Akibat infeksi ini, muncul respon imun baik humoral maupun selular, antara lain anti
netralisasi, anti-hemaglutinin dan anti komplemen. Antibodi yang muncul pada
umumnya adalah IgG dan IgM, pada infeksi dengue primer antibodi mulai terbentuk,
dan pada infeksi sekunder kadar antibodi yang telah ada jadi meningkat. Antibodi
terhadap virus dengue dapat ditemukan di dalam darah sekitar demam hari ke-5,
meningkat pada minggu pertama sampai dengan ketiga, dan menghilang setelah 60-90
hari. Kinetik kadar IgG berbeda dengan kinetik kadar antibodi IgM, oleh karena itu
kinetik antibodi IgG harus dibedakan antara infeksi primer dan sekunder. Pada infeksi
primer antibodi IgG meningkat sekitar demam hari ke-14 sedang pada infeksi
sekunder antibodi IgG meningkat pada hari kedua. Oleh karena itu diagnosa dini
infeksi primer hanya dapat ditegakkan dengan mendeteksi antibodi IgM setelah hari
sakit kelima, diagnosis infeksi sekunder dapat ditegakkan lebih dini dengan adanya
peningkatan antibodi IgG dan IgM yang cepat.2
Patofisiologi DBD dan DSS sampai sekarang belum jelas, oleh karena itu
muncul banyak teori tentang respon imun. Pada infeksi pertama terjadi antibodi yang
memiliki aktivitas netralisasi yang mengenali protein E dan monoklonal antibodi
terhadap NS1, Pre M dan NS3 dari virus penyebab infeksi akibatnya terjadi lisis sel
yang telah terinfeksi virus tersebut melalui aktivitas netralisasi atau aktifasi
komplemen. Akhirnya banyak virus dilenyapkan dan penderita mengalami
penyembuhan, selanjutnya terjadilah kekebalan seumur hidup terhadap serotipe virus
yang sama, tetapi apabila terjadi antibodi nonnetralisasi yang memiliki sifat memacu
replikasi virus, keadaan penderita akan menjadi parah apabila epitop virus yang
masuk tidak sesuai dengan antibodi yang tersedia di hospest. Pada infeksi kedua yang
dipicu oleh virus dengue dengan serotipe yang berbeda, virus dengue ber peran
sebagai super antigen setelah difagosit oleh monosit atau makrofag. Makrofag ini
menampilkan antigen presenting cell (APC) yang membawa muatan polipeptida
spesifik yang berasal dari mayor histocompatibility complex (MHC).2,6

Pemeriksaan Diagnostik/Penunjang
Pada pemeriksaan laboratorium, pemeriksaan darah rutin yang dilakukan
untuk menapis pasien tersangka demam dengue adalah melalui pemeriksaan kadar

9
hemoglobin, hematokrit, jumlah trombosit, dan hapusan darah tepi untuk melihat
adanya limfositosis relatif disertai gambaran limfosit plasma biru.

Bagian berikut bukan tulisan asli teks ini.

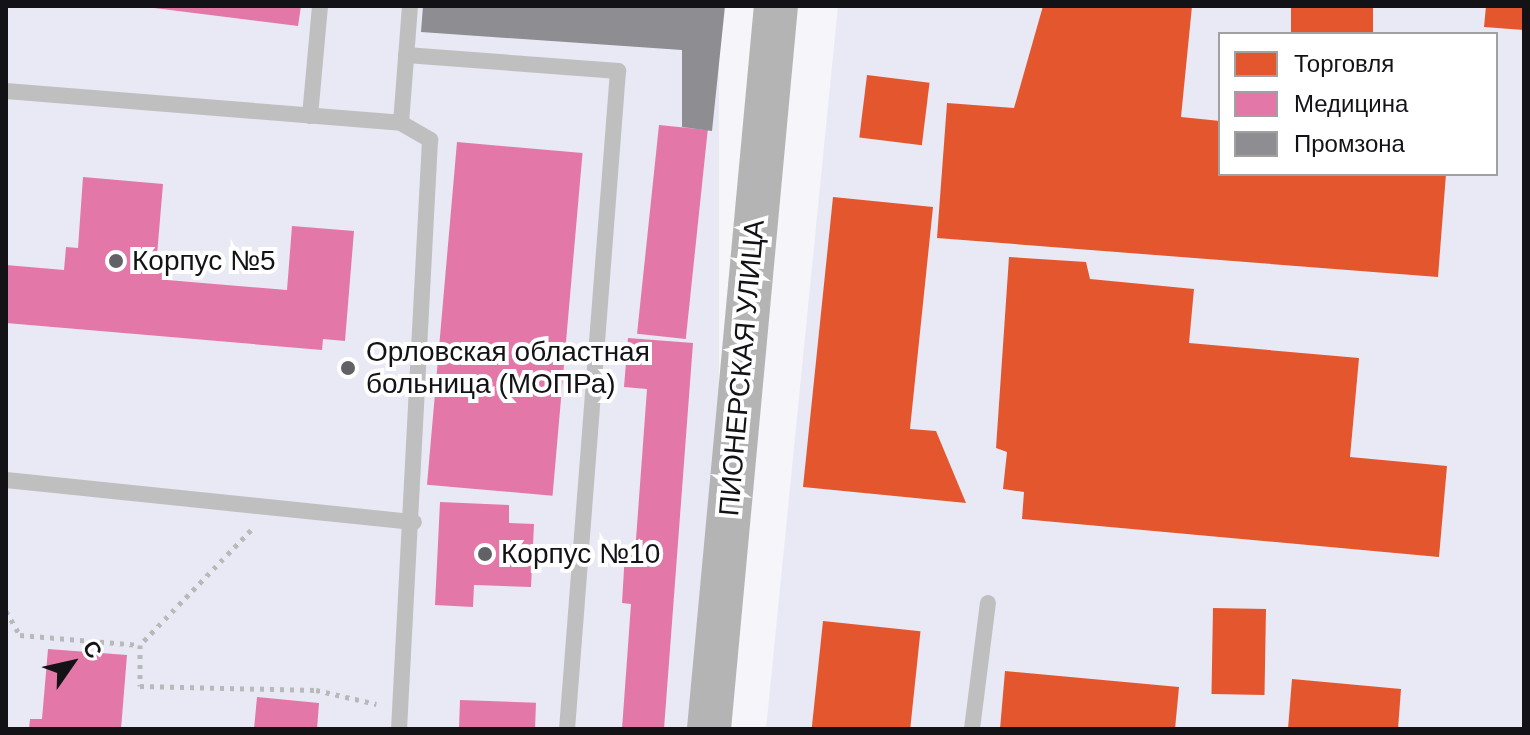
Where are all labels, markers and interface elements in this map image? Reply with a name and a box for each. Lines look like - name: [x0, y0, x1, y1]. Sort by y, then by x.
- legend: [1218, 32, 1498, 176]
- text: Торговля: [1294, 50, 1394, 77]
- text: Медицина: [1294, 90, 1408, 117]
- text: Промзона: [1294, 130, 1405, 157]
- street label: ПИОНЕРСКАЯ УЛИЦА: [712, 218, 772, 518]
- place label: Корпус №5: [132, 244, 276, 278]
- marker: Корпус №5: [107, 252, 125, 270]
- place label: Орловская областная больница (МОПРа): [366, 335, 650, 401]
- marker: Орловская областная больница (МОПРа): [337, 357, 359, 379]
- place label: Корпус №10: [501, 537, 660, 571]
- marker: Корпус №10: [476, 545, 494, 563]
- north arrow: [32, 623, 112, 703]
- text: С: [78, 636, 107, 663]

Diagnosis pasti didapatkan dari hasil isolasi virus dengue (cell culture)
ataupun deteksi antigen virus RNA dengue dengan teknik RT-PCR (Reverse
Transcriptase Polymerase Chain Reaction), namun karena teknik yang lebih rumit,
saat ini tes serologis yang mendeteksi adanya antibody spesifik terhadap dengue
berupa antobodi total IgM maupun IgG lebih banyak.1
Parameter Laboratoris yang dapat diperiksa antara lain:
1. Leukosit: dapat normal atau menurun. Mulai hari ke-3 dapat ditemui limfositis
raltif (>45% dari total leukosit) disertai adanya limfosit plasma biru (LPB) >15%
dari jumlah total leukosit yang pada fase syok akan meningkat.

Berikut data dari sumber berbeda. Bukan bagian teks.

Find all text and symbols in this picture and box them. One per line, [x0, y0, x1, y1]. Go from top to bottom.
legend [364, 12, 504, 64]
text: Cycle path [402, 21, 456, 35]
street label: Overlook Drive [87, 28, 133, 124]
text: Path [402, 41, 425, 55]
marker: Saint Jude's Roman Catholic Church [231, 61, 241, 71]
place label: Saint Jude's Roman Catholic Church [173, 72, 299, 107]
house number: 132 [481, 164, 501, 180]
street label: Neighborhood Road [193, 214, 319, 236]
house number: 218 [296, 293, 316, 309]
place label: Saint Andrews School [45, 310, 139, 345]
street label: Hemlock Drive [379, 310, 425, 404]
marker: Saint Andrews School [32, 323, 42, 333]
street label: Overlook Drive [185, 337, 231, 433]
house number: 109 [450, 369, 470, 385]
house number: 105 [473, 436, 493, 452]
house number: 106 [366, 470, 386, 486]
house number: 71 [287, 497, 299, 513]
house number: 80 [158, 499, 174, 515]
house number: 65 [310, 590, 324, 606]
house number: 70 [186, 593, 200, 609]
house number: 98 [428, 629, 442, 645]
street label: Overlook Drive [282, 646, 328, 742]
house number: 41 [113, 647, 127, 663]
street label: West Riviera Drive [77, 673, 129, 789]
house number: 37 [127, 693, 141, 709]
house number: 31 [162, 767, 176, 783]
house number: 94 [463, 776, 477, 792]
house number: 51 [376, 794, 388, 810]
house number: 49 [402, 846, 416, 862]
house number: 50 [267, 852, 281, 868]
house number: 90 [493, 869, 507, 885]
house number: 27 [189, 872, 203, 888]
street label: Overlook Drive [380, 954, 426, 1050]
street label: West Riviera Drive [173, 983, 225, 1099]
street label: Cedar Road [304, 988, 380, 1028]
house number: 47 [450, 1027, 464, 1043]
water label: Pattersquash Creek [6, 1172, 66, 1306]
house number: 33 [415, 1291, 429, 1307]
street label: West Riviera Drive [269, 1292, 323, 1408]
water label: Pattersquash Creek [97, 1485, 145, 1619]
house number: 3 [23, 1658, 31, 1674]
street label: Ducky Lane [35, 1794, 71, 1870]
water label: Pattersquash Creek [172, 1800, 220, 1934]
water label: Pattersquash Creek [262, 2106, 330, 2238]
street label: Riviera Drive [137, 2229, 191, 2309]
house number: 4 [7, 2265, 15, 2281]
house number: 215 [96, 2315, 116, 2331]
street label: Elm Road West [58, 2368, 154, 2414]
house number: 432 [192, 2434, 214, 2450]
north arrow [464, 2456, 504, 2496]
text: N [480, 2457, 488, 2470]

2. Trombosit: umumnya terdapat trombositopenia pada hari ke-3 sampai ke-8.
3. Hematokrit: kebocoran plasma dibuktikan dengan ditemukannya peningkatan
hematokrit ≥ 20% dari hematokrit awal umumnya dimulai pada hari ke-3
demam.
4. Hemostasis: dilakukan pemeriksaan PT, APTT, Fibrinogen, D-Dimer, atau FDP
pada keadaan yang dicurigai terjadi perdarahan atau kelainan pembekuan darah.
5. Protein / albumin: dapat terjadi hipoproteinemia akibat kebocoran plasma.

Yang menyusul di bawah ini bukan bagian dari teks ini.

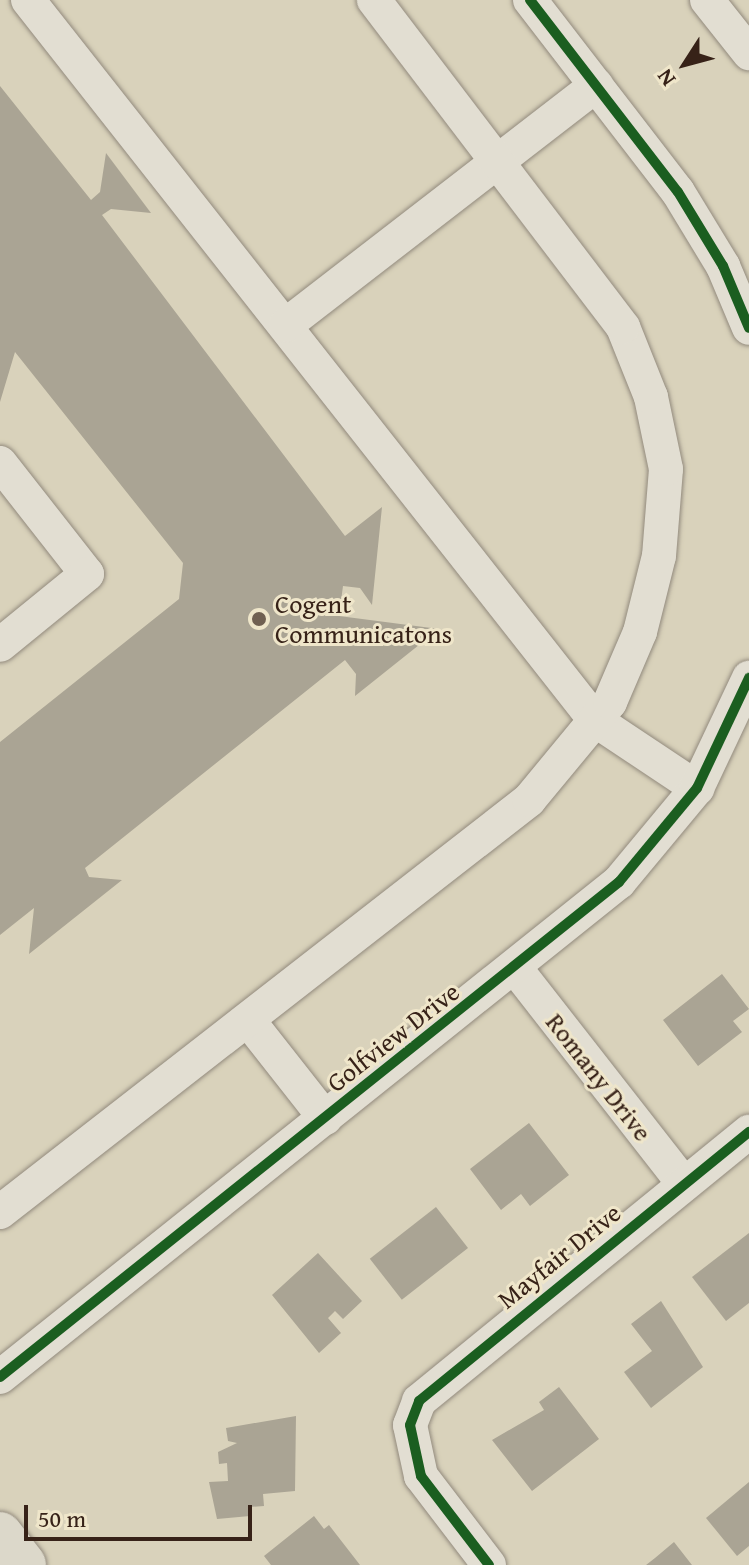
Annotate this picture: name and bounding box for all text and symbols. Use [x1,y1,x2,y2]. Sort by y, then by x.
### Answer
north arrow [645,24,725,104]
text: N [648,63,683,93]
place label: Cogent Communicatons [275,588,452,650]
marker: Cogent Communicatons [250,610,268,628]
street label: Golfview Drive [321,976,465,1098]
street label: Romany Drive [539,1007,659,1147]
street label: Mayfair Drive [491,1197,627,1315]
scale bar [28,1489,256,1539]
text: 50 m [38,1501,86,1536]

6. Serum Glutamic Oxaloacetic Transaminase (SGOT) / Serum Glutamic Piruvic
Transaminase (SGPT) dapat meningkat.
7. Ureum, kreatinin: bila didapatkan gangguan fungsi ginjal.
8. Elektrolit: sebagai parameter pemantauan pemberian cairan.
9. Imunoserologi dilakukan pemeriksaan IgM dan IgG terhadap dengue.
IgM: terdeteksi mulai hari ke-3 sampai ke-5, meningkat sampai minggu ke-3,
menghilang setelah 60-90 hari.
IgG: pada infeksi primer, IgG mulai terdeteksi pada hari ke-14, pada infeksi
sekunder IgG mulai terdeteksi hari ke-2.
10. Uji HI: dilakukan pengambilan bahan pada hari pertama serta saat pulang dari
perawatan, iji ini digunakan untuk kepentingan surveilans.
11. NS 1: antigen NS 1 dapat dideteksi pada awal demam hari pertama sampai ke-8.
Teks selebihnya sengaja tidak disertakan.